Animations showing the evolution of the initial sinusoidal perturbation subject to different initial conditions
GAN: We train a Generative Adversarial Network(GAN) to generate face-on images of protoplanetary disks (PPDs) from arbitrarily oriented input images. This is crucial in studying protoplanetary disks since most observed disks are oriented at a random angle in the sky. Hence it is challenging to study such disks since they are partially visible.
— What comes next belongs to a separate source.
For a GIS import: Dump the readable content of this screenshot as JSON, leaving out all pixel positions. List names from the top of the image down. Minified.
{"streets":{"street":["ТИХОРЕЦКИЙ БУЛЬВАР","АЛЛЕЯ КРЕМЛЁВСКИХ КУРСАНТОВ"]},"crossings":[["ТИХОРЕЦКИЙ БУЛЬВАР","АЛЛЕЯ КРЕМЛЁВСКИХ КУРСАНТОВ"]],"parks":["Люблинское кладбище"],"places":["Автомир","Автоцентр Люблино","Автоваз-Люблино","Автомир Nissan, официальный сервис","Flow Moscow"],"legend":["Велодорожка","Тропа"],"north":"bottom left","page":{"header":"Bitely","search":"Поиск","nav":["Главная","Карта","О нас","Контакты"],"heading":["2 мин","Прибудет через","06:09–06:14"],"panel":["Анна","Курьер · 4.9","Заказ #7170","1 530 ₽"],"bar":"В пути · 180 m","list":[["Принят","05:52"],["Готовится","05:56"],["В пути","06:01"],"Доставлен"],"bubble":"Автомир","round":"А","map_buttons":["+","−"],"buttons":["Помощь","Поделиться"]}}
With the aid of Generative models, it is impossible to generate face-on images instantly, enabling astronomers to constrain disk properties better and understand the fundamentals of Planet formation.
Generative MODEL to rotate the protoplanetary disk images from any arbitrary orientation to face-on images: We adopt the UNET-based PIX2PIX code: The image demonstrates an example case, where the GAN model rotates the input image to generate a face-on image.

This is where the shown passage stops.